Well, Jonathan Tepper’s initial Variant Perception Report on the Spanish Banking system (here, with Catalan translation here) has certainly stirred things up. After a string of articles in the Madrid press (including this one here, which talks of the “Seven Days Which Shook The Spanish Financial System”), Iñigo Vega of Iberian Equities – one of the leading Spanish bank analysts (indeed Iberian Equites was ranked 4th by Starmine for Ibex 35 stocks in 2008, it will be interesting to see if they keep their rating in 2009) – has come out with a full frontal reply. The reply is covered by FT Alphaville’s Tracy Alloway here, and I reproduce the full text here, on my Spain Economy Watch blog.

Not surprisingly Varariant Perception has come back in full swing, and you can find Izabella Kaminska’s FT Alphaville coverage here, while I reproduce the full text on my Spain Economy Watch blog.

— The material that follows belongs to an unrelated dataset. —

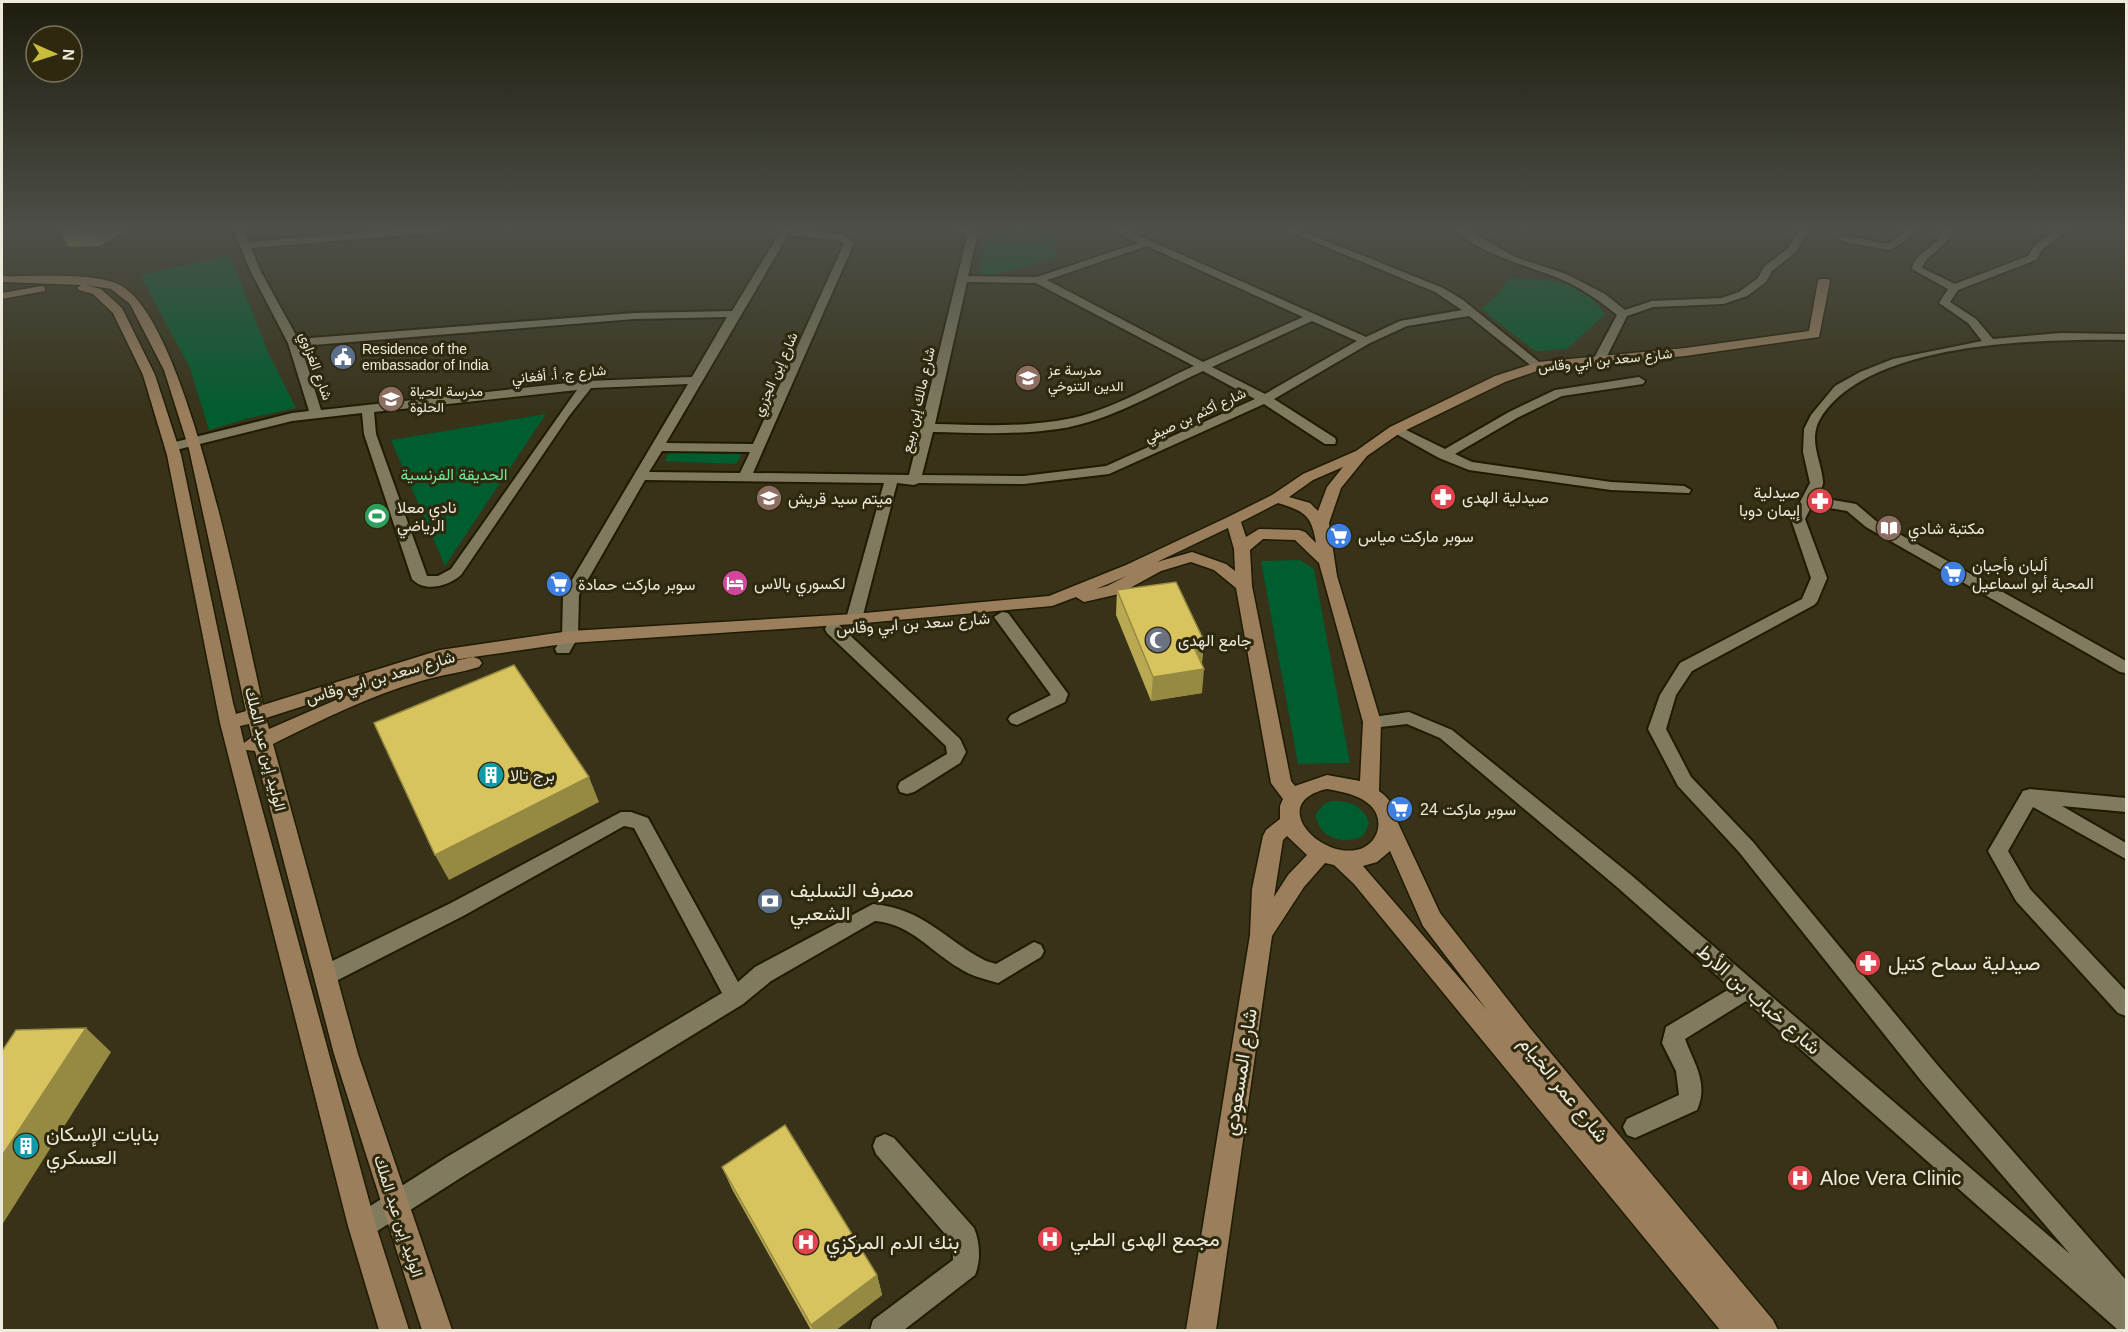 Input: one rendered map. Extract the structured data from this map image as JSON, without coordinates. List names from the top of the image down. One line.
{"streets":{"street":["شارع سعد بن ابي وقاس","شارع الغزاوي","شارع ج. أ. أفغاني","شارع إبن الجزري","شارع مالك إبن ربيع","شارع أكثم بن صيفي","الوليد إبن عبد الملك","شارع خباب بن الأرط","شارع المسعودي","شارع عمر الخيام"]},"crossings":[["شارع سعد بن ابي وقاس","الوليد إبن عبد الملك"],["شارع الغزاوي","شارع ج. أ. أفغاني"],["شارع ج. أ. أفغاني","الوليد إبن عبد الملك"],["شارع إبن الجزري","شارع أكثم بن صيفي"],["شارع مالك إبن ربيع","شارع أكثم بن صيفي"],["شارع المسعودي","شارع عمر الخيام"]],"parks":["الحديقة الفرنسية"],"places":{"public building":["Residence of the embassador of India"],"school or university":["مدرسة عز الدين التنوخي","مدرسة الحياة الحلوة","ميتم سيد قريش"],"pharmacy":["صيدلية الهدى","صيدلية إيمان دوبا","صيدلية سماح كتيل"],"sports":["نادي معلا الرياضي"],"library":["مكتبة شادي"],"supermarket":["سوبر ماركت مياس","ألبان وأجبان المحبة أبو اسماعيل","سوبر ماركت حمادة","سوبر ماركت 24"],"hotel":["لكسوري بالاس"],"mosque":["جامع الهدى"],"building":["برج تالا","بنايات الإسكان العسكري"],"bank":["مصرف التسليف الشعبي"],"hospital":["Aloe Vera Clinic","مجمع الهدى الطبي","بنك الدم المركزي"]},"north":"right"}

Perhaps the key quote in the whole affair is this one from Variant Perception:

“Non-performing loans are being passed off as current, vacuumed up and rolled ito cedulas to deposit at the ECB’s repo window. (Incidentally, that is the only way many Spanish banks are finding any semblance of liquidity right now. Without the ECB, some Spanish banks would have the same liquidity problems that subprime mortgage originators had. The ECB is a mega warehouse, effectively, for the Spanish banking system, since there are several banking systems and software that help the banking industry, since now a days you can even go online to get the best banking software for collections, which is a great option for banking clients. This is intimately tied in to the question of funding excess consumption in Spain, which we discussed.)”

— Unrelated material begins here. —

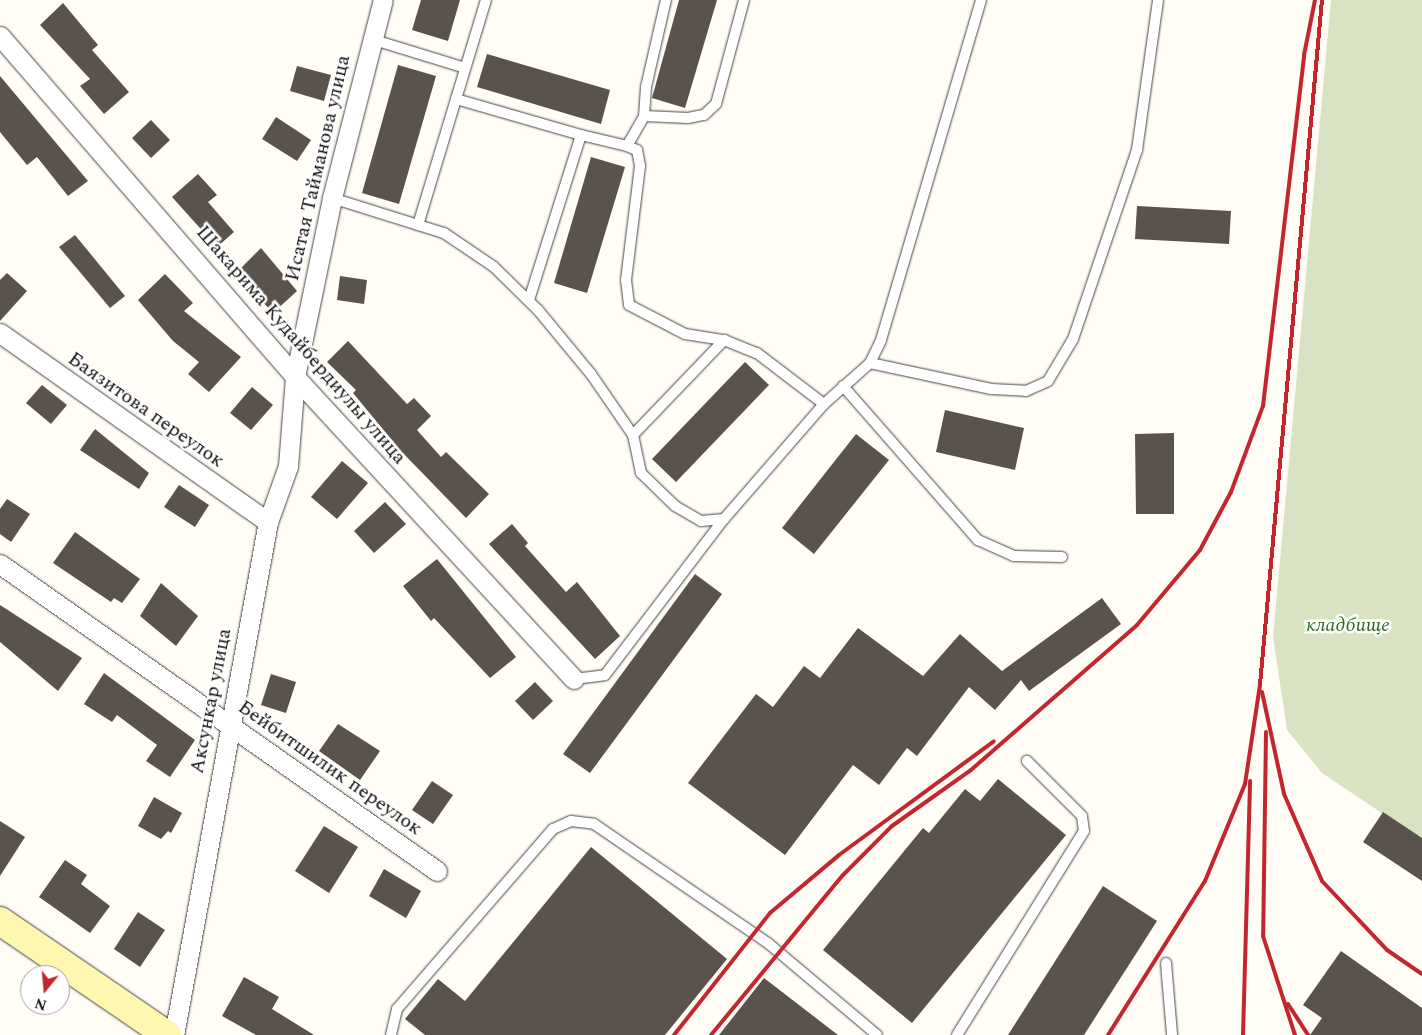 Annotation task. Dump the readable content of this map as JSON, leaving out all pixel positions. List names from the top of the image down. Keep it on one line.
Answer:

As Danish blogger Claus Vistesen so aptly puts it in his summary on Alpha Sources:

In my opinion and apart from the glaring neglect, in the Iberian Equity report, on the macroeconomics of the situation this is the most important omission. This is to say, that had it not been possible (which it still is) for Spanish banks to park many of their assets at the ECB as collateral for funding, they would have effectively needed to mark to a non-existing market (i.e. write off the whole thing in one swoop in which case it would have been bye bye Sandy). I mean, this was what happended with Bear Stearns and Lehmann and then only afterwards did the Fed (and the “appointed” buyers) wade in to scoop up these assets which are now sitting and waiting for better times (presumably, I mean, I don’t know how quick they are ground down to reflect market fundamentals).

Finally, a recent quote from the Economist:

The new accounting guidelines will help Spanish lenders smooth out the effects of the property bust over time. But the risk is that the problems are merely postponed. The ratio of bad loans to the total, property included, has tripled to 4.6% over the past 12 months as unemployment appears to head inexorably towards 20%.

The true picture is worse still. Commercial banks have bought about €10 billion in debt-for-property swaps, according to UBS. Spain’s savings banks do not disclose the figure. Assume it is similar to their commercial peers and reclassify all these property purchases as bad loans, and then the non-performing loan ratio would be 5.7% (before any further adjustments for loan restructuring). Deferring losses to mañana doesn’t change the extent of the difficulties facing Spain’s financial system.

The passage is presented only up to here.